Harper et ses crayons

Proche-Orient : mensonges, désastre et cynisme



L'image qui va rester est celle de Stephen Harper distribuant des crayons à quelques-uns des 200 élèves de l'école Aschiana, dans le centre de Kaboul; l'institution reçoit du Canada environ 10% de son budget de fonctionnement. Message clair: le premier ministre aura consacré sa deuxième visite-éclair en sol afghan à promouvoir les efforts de reconstruction consentis par les Canadiens, plutôt que leur rôle militaire dans le sud du pays.

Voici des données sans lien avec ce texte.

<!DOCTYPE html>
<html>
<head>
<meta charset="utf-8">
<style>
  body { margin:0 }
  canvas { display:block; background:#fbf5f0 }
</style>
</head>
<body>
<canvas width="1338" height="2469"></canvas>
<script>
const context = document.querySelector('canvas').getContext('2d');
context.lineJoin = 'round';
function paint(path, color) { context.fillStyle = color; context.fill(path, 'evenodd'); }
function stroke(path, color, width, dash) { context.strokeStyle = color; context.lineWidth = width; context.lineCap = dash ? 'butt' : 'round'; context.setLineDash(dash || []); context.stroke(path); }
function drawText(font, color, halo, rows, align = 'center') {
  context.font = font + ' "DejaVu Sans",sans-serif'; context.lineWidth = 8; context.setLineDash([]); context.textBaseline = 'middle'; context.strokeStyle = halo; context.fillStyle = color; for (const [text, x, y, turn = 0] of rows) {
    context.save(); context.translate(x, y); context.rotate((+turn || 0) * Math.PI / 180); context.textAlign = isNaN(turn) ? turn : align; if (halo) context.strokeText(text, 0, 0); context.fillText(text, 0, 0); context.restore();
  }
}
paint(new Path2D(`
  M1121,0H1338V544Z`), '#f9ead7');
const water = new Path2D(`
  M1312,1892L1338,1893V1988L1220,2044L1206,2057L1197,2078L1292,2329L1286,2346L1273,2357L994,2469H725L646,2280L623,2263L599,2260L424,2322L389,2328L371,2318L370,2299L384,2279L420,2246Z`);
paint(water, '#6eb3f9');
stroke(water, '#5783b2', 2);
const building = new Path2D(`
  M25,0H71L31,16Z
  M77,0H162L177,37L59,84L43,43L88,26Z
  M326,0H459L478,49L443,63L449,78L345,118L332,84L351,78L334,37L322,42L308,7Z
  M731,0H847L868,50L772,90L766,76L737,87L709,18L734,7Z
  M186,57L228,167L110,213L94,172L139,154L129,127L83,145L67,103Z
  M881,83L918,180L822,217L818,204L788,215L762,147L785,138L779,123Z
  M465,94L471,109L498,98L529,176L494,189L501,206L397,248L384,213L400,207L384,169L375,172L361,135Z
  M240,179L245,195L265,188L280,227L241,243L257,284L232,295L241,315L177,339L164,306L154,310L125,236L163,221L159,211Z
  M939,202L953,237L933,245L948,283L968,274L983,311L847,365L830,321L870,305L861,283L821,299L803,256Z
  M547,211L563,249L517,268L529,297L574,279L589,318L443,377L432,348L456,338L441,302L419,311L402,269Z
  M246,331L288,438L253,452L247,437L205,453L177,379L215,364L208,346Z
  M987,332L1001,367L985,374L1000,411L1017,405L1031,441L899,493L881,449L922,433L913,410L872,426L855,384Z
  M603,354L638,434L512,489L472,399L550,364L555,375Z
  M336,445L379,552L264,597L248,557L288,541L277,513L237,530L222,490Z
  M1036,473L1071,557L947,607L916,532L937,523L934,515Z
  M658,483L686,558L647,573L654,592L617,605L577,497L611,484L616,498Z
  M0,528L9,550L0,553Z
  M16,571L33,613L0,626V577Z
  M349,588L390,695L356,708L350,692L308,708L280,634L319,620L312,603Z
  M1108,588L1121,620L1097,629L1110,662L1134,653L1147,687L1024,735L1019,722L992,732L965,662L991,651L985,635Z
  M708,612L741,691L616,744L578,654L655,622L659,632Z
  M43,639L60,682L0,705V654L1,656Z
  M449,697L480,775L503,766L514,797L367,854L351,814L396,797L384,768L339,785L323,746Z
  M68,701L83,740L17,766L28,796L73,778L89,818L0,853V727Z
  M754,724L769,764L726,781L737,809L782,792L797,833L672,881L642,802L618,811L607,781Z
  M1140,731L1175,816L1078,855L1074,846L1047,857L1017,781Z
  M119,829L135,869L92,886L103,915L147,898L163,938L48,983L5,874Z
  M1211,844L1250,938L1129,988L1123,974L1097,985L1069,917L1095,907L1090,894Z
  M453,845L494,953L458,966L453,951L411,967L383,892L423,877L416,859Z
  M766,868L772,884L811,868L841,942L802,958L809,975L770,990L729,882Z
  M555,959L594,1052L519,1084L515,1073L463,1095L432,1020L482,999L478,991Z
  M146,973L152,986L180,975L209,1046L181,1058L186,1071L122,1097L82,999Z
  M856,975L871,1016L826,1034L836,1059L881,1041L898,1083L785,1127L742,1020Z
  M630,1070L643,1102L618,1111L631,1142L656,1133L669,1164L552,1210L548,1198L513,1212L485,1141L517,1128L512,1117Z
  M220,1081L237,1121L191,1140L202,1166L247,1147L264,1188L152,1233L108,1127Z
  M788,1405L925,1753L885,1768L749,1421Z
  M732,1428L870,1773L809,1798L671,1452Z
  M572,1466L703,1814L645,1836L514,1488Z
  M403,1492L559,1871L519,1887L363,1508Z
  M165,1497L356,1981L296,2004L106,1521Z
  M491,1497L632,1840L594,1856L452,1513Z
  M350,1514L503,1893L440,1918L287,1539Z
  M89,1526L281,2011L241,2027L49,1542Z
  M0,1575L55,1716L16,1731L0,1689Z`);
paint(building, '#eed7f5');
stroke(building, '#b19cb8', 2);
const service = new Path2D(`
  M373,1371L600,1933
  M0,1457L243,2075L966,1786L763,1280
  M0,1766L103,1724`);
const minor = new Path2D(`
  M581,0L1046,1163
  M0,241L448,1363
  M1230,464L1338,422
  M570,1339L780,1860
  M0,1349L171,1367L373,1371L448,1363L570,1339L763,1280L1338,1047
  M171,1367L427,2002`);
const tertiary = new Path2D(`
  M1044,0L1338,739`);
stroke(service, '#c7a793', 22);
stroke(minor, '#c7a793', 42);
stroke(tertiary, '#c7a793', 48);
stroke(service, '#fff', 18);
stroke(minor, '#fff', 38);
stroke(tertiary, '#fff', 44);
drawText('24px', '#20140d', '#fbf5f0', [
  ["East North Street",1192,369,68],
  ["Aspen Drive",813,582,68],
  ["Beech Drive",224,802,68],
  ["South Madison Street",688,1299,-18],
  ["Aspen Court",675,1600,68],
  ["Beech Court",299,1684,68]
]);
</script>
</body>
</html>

Le hic, c'est que cette image ne donne pas d'informations sur l'état réel de la situation en Afghanistan. Et moins d'indications encore sur ce qu'il convient de faire au moment où la stratégie adoptée à ce jour par l'OTAN ne donne pas les résultats escomptés.
Les Afghans sont déçus: moins de 45% d’entre eux estiment que leur pays est sur la bonne voie, alors qu'ils étaient 64% à le croire il y a trois ans (Asia Foundation). Cela les met à peu près sur la même longueur d'ondes que les Québécois qui, sondage après sondage, désespèrent de la situation et ne seront vraisemblablement pas plus optimistes dans deux mois, lorsque 1800 militaires de la base de Valcartier iront à leur tour y risquer leur vie.
De fait, dans et autour de l'Afghanistan, deux quasi-consensus s'établissent de plus en plus.
Un: notamment à cause des bavures, nombreuses, l'«occupation» étrangère est de plus en plus mal vécue par les Afghans - et, comme en Irak, le plus urgent est sans doute de construire le dispositif de sécurité autochtone. Deux: il sera impossible d'éviter les négociations, fussent-elles locales, partielles, imparfaites et susceptibles d'imposer de douloureux compromis, avec des leaders talibans.
À ce sujet, l'injonction vient autant de leaders d'opinion afghans, européens et américains que d'un homme aux abois, aux allégeances incertaines mais qui connaît bien le terrain, le président pakistanais Pervez Musharraf. «Il faut négocier, développer des contacts avec ceux qui ne veulent pas combattre», dit-il (au Globe and Mail ).
Le Canada n'a peut-être pas une grande influence sur l'aspect diplomatique du dossier. Mais il peut certainement claironner que, passé 2009, il se retirera des zones de l'Afghanistan où sévissent de façon endémique les contre-offensives talibanes.
On l'a suffisamment répété ici: l'intervention en Afghanistan constitue le prototype des missions d'imposition de la paix du futur.
Le contexte dans lequel elle se situe, celui de l'après-11 septembre 2001, ne fournit certes pas les circonstances idéales. On sait à quel point l'administration Bush, dans sa naïve vision d'une réforme du «grand Moyen-Orient» surtout axée sur le renversement de Saddam Hussein, a plutôt brassé des germes d'extrémisme et de violence qui, de Bagdad et Kaboul, gangrènent aujourd'hui la Turquie, le Liban, l'Afrique du Nord et de l'Est.
Bref, après cinq ans de présence en sol afghan, les Canadiens - et leur gouvernement - doivent certainement se poser des questions.
Qu'est-ce qui constituerait une «victoire» en Afghanistan? Jusqu'à quel point peut-on, et doit-on, imposer à ce type de société un modèle où, par exemple, l'État est seul alloué à utiliser la violence nécessaire, où les relations sont fondées sur le droit, où la femme est l'égale de l'homme? Qu'est-ce qui est, non pas souhaitable puisque tout ça l'est absolument, mais simplement possible à court ou moyen terme? Et faut-il faire de douloureux compromis sur de grands principes? ce qui sera un jour dénoncé dans le grand Livre noir de l'Occident, probablement par les mêmes ténors se réclamant du progressisme et qui ont été les plus virulents dans leur opposition à l'opération afghane!
Or, cette intervention était et est toujours nécessaire et morale.
Simplement, il s'agira bientôt de déterminer à quel moment - et à quel niveau de résultats obtenus - il sera nécessaire et moral, aussi, d'y mettre un terme dans sa forme actuelle.